■ What you should do ■
Below are some entries. Repeat exactly the lines from the one with "stroke:#2fb8b0; stroke-width:2; stroke-dasharray:3" through the one with "font-size:26px; font-weight:bold; letter-spacing:1.5px;", and only those.

(Collected data entries)
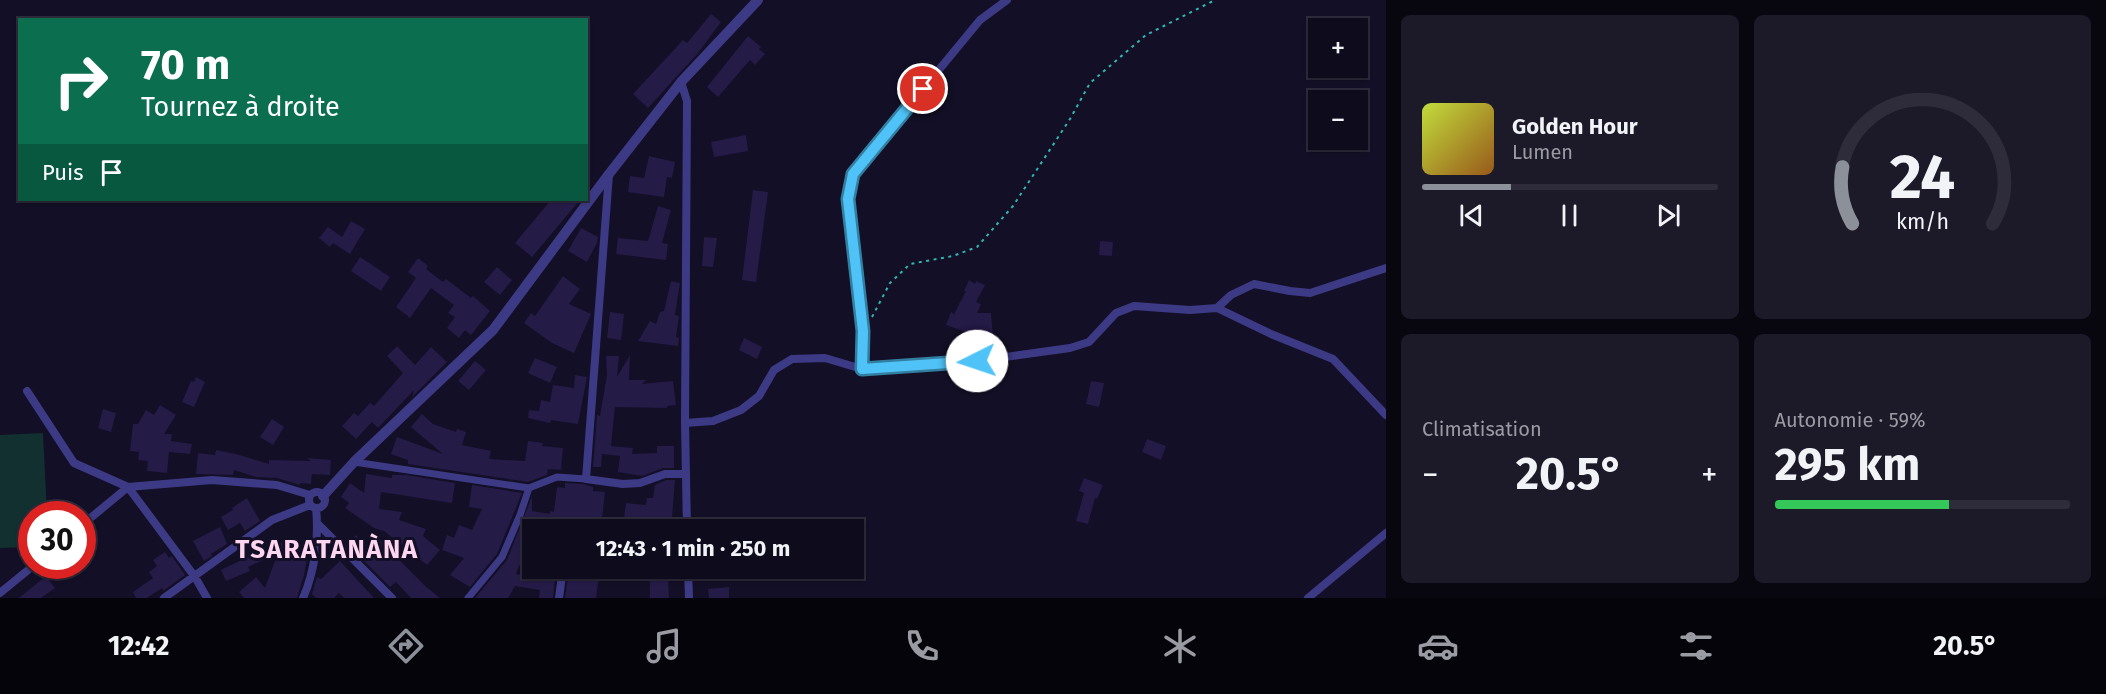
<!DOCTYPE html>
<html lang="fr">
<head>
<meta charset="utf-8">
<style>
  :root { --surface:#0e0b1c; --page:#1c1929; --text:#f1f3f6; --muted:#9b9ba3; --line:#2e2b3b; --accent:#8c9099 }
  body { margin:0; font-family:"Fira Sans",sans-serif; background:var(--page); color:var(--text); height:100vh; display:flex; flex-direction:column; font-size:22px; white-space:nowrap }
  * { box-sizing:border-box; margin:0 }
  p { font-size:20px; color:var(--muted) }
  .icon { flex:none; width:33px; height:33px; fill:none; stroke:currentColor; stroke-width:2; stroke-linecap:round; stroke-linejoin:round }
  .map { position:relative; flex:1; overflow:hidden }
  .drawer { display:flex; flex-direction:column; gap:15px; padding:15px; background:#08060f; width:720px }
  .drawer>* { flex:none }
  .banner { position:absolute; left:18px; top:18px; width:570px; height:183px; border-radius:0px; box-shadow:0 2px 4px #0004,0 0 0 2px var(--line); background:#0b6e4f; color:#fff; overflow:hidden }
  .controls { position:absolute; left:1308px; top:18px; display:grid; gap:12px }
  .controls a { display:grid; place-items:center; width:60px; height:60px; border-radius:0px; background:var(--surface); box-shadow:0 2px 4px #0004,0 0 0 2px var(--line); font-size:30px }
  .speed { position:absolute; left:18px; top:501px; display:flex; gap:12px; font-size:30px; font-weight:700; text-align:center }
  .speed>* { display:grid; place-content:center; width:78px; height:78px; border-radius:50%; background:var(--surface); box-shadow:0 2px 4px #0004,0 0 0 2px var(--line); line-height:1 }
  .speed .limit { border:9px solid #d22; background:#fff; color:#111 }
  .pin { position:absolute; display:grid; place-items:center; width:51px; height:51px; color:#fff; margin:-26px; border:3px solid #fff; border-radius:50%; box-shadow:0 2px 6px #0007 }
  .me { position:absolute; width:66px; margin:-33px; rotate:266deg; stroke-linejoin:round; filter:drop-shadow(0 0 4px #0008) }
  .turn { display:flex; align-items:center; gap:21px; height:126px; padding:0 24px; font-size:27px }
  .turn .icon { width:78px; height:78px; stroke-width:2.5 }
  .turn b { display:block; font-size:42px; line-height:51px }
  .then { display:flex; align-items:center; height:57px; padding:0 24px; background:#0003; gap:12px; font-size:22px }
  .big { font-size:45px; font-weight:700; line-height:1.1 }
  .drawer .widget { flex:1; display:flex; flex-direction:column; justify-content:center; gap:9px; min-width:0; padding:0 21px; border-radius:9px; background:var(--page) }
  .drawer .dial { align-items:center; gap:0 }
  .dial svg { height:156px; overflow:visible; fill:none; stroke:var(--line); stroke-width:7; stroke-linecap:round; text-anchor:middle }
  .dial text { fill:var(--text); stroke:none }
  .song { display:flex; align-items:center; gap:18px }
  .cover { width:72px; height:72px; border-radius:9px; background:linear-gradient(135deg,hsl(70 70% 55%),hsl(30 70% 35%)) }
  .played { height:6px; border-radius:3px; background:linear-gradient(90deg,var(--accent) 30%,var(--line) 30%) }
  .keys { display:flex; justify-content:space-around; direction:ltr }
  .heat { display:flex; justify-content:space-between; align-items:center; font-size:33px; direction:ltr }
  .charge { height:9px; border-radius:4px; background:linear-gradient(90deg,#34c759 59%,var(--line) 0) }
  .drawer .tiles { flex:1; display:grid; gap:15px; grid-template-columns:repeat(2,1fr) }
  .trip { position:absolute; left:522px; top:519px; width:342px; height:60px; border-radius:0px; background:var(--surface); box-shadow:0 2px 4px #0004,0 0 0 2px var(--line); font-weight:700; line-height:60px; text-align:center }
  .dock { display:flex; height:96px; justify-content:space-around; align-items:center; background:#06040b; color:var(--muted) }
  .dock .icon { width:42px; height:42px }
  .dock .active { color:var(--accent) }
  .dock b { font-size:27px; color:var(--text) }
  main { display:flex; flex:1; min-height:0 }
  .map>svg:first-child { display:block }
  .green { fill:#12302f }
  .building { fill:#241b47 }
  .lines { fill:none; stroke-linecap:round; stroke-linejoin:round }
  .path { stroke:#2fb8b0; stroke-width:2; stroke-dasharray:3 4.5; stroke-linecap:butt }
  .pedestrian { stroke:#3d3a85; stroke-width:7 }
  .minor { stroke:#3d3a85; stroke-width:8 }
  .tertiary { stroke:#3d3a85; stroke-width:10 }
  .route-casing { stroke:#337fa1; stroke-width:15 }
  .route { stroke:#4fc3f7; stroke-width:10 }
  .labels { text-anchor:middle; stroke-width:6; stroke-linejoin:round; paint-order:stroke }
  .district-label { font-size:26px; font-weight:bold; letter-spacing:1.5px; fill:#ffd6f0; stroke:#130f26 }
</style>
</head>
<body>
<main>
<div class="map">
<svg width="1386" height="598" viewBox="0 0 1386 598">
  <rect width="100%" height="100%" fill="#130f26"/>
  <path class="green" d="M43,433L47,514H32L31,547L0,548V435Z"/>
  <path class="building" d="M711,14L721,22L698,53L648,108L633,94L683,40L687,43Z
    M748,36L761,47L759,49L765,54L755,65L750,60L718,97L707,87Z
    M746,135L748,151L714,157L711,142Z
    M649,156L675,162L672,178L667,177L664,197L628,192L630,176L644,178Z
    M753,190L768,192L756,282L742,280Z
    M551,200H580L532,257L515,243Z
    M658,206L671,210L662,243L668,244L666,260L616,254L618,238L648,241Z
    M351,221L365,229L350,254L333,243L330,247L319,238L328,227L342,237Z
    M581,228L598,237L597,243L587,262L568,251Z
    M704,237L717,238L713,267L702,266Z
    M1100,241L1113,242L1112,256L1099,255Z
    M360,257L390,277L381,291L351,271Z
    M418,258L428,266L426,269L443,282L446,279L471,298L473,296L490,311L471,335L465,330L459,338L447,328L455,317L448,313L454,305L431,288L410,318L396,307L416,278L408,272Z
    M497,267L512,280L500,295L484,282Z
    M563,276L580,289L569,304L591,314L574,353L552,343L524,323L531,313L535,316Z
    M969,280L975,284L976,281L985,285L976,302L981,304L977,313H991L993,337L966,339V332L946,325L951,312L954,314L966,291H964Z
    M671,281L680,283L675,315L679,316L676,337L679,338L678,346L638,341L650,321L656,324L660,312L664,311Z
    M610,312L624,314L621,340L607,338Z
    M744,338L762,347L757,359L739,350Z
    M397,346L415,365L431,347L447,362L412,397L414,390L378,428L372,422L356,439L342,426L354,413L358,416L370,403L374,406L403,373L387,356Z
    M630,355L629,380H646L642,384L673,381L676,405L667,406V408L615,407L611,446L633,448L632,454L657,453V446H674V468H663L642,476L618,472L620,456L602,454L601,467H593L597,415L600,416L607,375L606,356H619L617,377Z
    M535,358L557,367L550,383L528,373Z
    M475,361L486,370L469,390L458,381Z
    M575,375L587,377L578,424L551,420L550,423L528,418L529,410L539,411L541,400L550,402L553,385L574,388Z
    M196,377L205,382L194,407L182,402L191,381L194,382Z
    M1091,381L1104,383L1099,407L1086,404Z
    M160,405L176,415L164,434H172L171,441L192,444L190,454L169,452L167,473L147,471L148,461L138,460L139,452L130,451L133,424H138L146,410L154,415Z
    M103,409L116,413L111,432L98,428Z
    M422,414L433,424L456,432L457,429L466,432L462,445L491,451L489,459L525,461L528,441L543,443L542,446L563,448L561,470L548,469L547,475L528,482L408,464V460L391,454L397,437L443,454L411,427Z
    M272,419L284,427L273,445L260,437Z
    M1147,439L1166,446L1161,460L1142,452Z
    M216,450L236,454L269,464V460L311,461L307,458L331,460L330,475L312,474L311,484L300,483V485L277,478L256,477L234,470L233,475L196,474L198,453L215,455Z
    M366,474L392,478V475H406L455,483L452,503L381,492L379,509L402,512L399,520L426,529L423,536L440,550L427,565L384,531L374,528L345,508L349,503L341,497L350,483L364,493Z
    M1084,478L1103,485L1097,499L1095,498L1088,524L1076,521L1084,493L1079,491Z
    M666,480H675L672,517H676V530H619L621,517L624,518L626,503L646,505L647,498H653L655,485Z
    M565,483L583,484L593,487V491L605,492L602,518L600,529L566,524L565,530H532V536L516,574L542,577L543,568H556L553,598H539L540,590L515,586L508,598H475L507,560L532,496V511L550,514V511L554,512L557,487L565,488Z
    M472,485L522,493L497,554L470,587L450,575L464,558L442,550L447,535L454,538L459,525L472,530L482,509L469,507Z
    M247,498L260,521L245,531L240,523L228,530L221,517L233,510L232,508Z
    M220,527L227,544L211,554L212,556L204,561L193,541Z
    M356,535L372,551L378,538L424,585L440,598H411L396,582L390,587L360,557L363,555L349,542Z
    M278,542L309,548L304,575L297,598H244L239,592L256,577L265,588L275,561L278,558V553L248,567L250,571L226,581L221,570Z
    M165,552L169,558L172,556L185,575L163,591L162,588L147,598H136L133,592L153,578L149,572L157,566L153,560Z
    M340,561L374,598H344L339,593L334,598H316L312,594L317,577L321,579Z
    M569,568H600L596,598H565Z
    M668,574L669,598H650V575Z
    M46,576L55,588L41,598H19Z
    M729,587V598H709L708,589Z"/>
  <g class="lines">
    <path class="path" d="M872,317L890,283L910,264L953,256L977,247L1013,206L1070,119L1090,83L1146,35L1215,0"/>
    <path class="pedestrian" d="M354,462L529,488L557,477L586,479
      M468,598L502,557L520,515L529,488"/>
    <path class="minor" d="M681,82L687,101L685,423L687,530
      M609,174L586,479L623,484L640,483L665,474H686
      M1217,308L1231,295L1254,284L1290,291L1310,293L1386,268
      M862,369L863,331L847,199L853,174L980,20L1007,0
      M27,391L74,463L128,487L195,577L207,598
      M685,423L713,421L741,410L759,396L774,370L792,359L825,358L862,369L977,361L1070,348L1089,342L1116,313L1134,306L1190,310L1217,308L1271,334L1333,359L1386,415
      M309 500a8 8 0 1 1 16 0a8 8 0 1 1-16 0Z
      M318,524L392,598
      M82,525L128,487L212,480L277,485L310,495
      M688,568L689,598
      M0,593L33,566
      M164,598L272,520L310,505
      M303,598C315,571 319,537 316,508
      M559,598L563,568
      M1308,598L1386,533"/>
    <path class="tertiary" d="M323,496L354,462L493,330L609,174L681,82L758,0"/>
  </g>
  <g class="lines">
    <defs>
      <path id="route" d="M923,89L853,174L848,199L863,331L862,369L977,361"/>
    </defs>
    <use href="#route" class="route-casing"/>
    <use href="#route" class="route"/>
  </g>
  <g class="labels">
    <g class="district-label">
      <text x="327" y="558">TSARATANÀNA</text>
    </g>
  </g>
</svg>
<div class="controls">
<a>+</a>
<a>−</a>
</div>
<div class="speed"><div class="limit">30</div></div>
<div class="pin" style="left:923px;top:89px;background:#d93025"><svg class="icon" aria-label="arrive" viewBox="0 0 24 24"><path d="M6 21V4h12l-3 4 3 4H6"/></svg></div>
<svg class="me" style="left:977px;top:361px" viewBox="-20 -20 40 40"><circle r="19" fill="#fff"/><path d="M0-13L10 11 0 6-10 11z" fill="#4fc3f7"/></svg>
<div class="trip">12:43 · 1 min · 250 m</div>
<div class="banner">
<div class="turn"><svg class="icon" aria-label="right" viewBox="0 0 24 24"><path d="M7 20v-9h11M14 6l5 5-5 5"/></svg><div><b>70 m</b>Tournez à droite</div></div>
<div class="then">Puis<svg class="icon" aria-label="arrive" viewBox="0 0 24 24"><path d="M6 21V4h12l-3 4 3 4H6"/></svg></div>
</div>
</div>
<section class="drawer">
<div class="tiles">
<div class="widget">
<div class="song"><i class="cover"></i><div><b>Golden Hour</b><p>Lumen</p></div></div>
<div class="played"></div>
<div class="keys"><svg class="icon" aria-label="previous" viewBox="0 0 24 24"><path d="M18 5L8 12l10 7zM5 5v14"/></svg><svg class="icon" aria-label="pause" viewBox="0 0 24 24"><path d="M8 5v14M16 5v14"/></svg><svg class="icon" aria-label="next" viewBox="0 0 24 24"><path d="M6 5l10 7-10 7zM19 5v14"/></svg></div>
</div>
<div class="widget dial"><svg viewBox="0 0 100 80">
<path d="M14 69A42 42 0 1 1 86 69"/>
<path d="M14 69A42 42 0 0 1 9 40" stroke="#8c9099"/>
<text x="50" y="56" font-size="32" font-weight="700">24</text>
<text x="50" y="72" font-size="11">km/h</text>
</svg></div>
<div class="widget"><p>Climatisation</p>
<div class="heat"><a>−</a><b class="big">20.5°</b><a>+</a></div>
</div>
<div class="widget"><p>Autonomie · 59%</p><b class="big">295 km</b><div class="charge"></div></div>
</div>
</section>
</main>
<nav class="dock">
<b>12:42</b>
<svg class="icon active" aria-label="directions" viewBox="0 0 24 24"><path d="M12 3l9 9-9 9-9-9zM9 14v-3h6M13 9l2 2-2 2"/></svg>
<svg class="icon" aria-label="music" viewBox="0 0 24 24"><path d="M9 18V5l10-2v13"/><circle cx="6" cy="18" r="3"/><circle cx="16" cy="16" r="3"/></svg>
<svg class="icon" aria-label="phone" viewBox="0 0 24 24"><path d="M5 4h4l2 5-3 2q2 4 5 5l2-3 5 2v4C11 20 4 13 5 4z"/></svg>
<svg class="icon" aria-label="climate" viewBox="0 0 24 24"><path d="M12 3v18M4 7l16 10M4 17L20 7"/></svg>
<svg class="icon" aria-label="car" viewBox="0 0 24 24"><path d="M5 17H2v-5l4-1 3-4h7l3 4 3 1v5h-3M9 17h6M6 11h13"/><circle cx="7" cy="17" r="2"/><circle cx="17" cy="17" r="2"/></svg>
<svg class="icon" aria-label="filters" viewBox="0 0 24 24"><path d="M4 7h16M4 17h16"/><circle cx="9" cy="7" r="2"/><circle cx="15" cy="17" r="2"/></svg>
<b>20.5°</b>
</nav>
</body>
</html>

■ Solution for this problem ■
  .path { stroke:#2fb8b0; stroke-width:2; stroke-dasharray:3 4.5; stroke-linecap:butt }
  .pedestrian { stroke:#3d3a85; stroke-width:7 }
  .minor { stroke:#3d3a85; stroke-width:8 }
  .tertiary { stroke:#3d3a85; stroke-width:10 }
  .route-casing { stroke:#337fa1; stroke-width:15 }
  .route { stroke:#4fc3f7; stroke-width:10 }
  .labels { text-anchor:middle; stroke-width:6; stroke-linejoin:round; paint-order:stroke }
  .district-label { font-size:26px; font-weight:bold; letter-spacing:1.5px; fill:#ffd6f0; stroke:#130f26 }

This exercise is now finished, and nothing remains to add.